[Exercise data Boundary: Start]

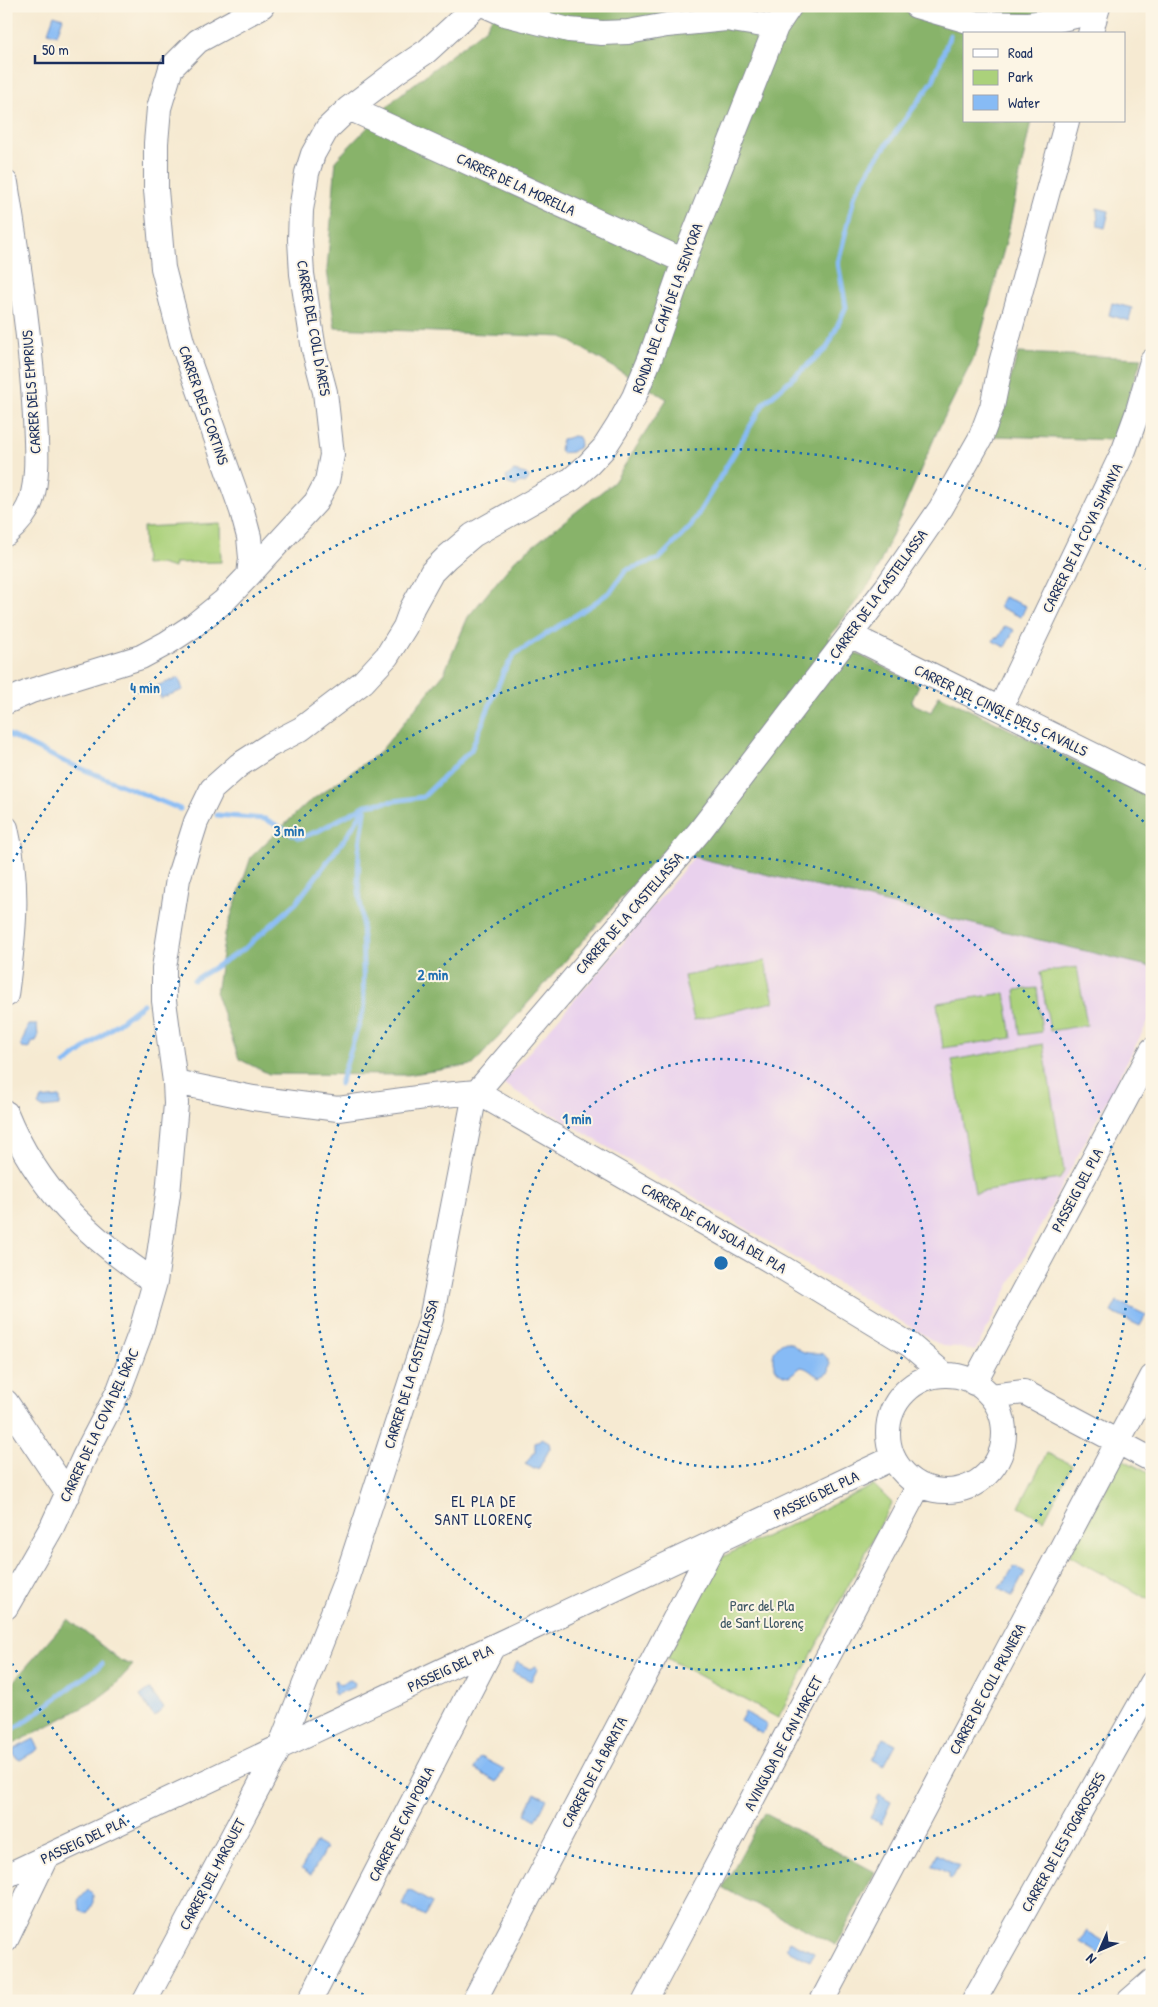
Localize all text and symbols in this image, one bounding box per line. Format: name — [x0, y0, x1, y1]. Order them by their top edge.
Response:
scale bar — [35, 32, 162, 64]
legend — [963, 32, 1126, 122]
text: 50 m — [42, 39, 69, 60]
text: Road — [1008, 42, 1033, 63]
text: Park — [1008, 66, 1033, 87]
text: Water — [1008, 92, 1040, 113]
street label: CARRER DE LA MORELLA — [453, 147, 579, 221]
street label: RONDA DEL CAMÍ DE LA SENYORA — [626, 219, 708, 396]
street label: CARRER DEL COLL D'ARES — [292, 259, 336, 398]
street label: CARRER DELS EMPRIUS — [16, 329, 46, 455]
street label: CARRER DELS CORTINS — [174, 343, 234, 467]
street label: CARRER DE LA COVA SIMANYA — [1037, 459, 1128, 616]
street label: CARRER DE LA CASTELLASSA — [824, 524, 933, 663]
street label: CARRER DEL CINGLE DELS CAVALLS — [911, 659, 1091, 761]
text: 4 min — [130, 677, 160, 698]
text: 3 min — [274, 820, 304, 841]
street label: CARRER DE LA CASTELLASSA — [570, 847, 688, 978]
text: 2 min — [418, 964, 449, 985]
text: 1 min — [562, 1108, 592, 1129]
street label: PASSEIG DEL PLA — [1046, 1144, 1108, 1236]
street label: CARRER DE CAN SOLÀ DEL PLA — [637, 1178, 791, 1279]
centre of rings — [712, 1254, 730, 1272]
street label: CARRER DE LA CASTELLASSA — [378, 1296, 444, 1451]
street label: CARRER DE LA COVA DEL DRAC — [54, 1345, 144, 1505]
street label: PASSEIG DEL PLA — [770, 1465, 863, 1525]
district label: EL PLA DE SANT LLORENÇ — [434, 1490, 534, 1530]
park label: Parc del Pla de Sant Llorenç — [720, 1595, 804, 1633]
street label: CARRER DE COLL PRUNERA — [944, 1619, 1031, 1758]
street label: PASSEIG DEL PLA — [404, 1639, 497, 1697]
street label: AVINGUDA DE CAN MARCET — [739, 1671, 828, 1814]
street label: CARRER DE LA BARATA — [556, 1712, 632, 1831]
street label: CARRER DE CAN POBLA — [363, 1762, 439, 1885]
street label: CARRER DE LES FOGAROSSES — [1016, 1768, 1110, 1916]
street label: PASSEIG DEL PLA — [37, 1811, 130, 1869]
street label: CARRER DEL MARQUET — [174, 1814, 251, 1934]
north arrow — [1076, 1924, 1126, 1974]
text: N — [1081, 1950, 1100, 1969]

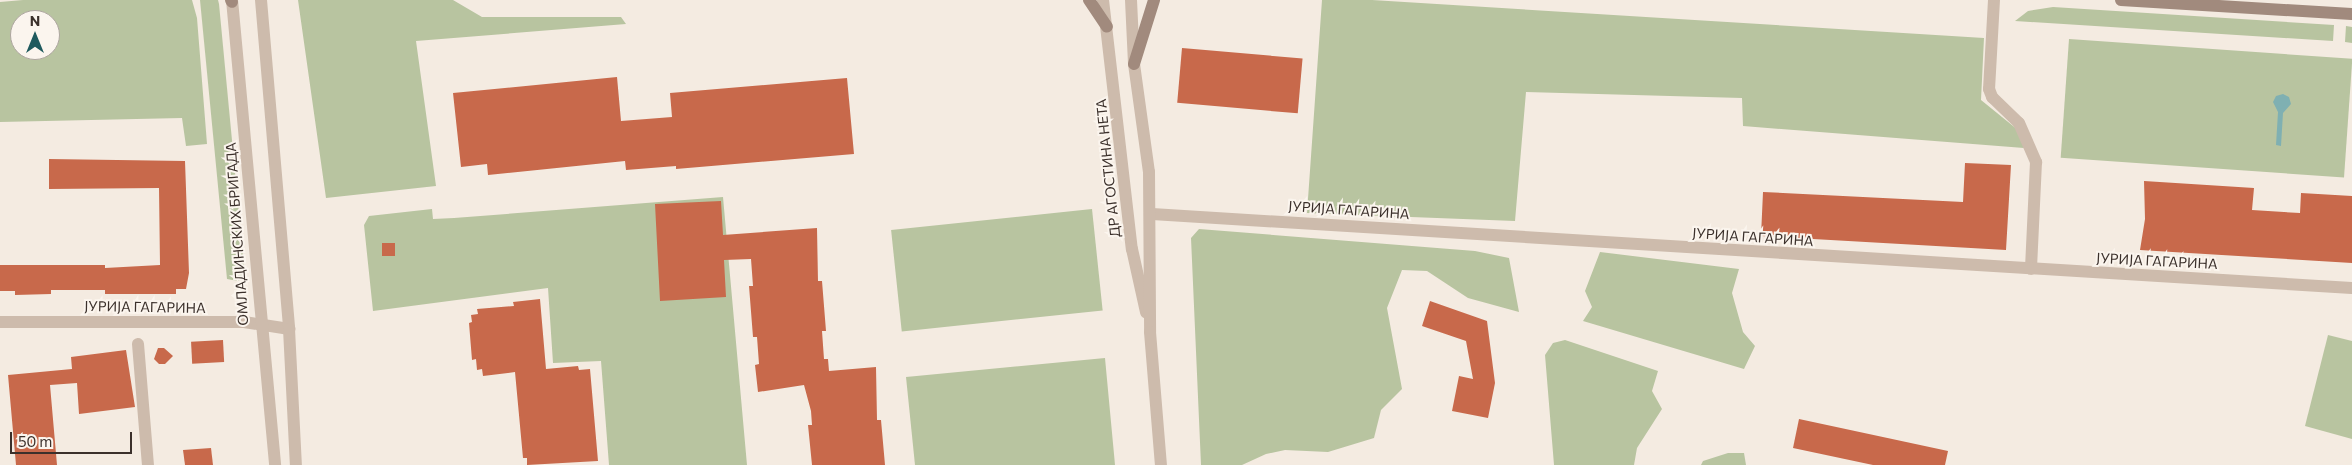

[Exercise data Boundary: End]

■ Task details ■
Take every line above where "text" appears and copy it.

■ Exercise response ■
Localize all text and symbols in this image, one bounding box per line. Format: name — [x0, y0, x1, y1]. Order them by their top edge.
text: 50 m — [42, 39, 69, 60]
text: Road — [1008, 42, 1033, 63]
text: Park — [1008, 66, 1033, 87]
text: Water — [1008, 92, 1040, 113]
text: 4 min — [130, 677, 160, 698]
text: 3 min — [274, 820, 304, 841]
text: 2 min — [418, 964, 449, 985]
text: 1 min — [562, 1108, 592, 1129]
text: N — [1081, 1950, 1100, 1969]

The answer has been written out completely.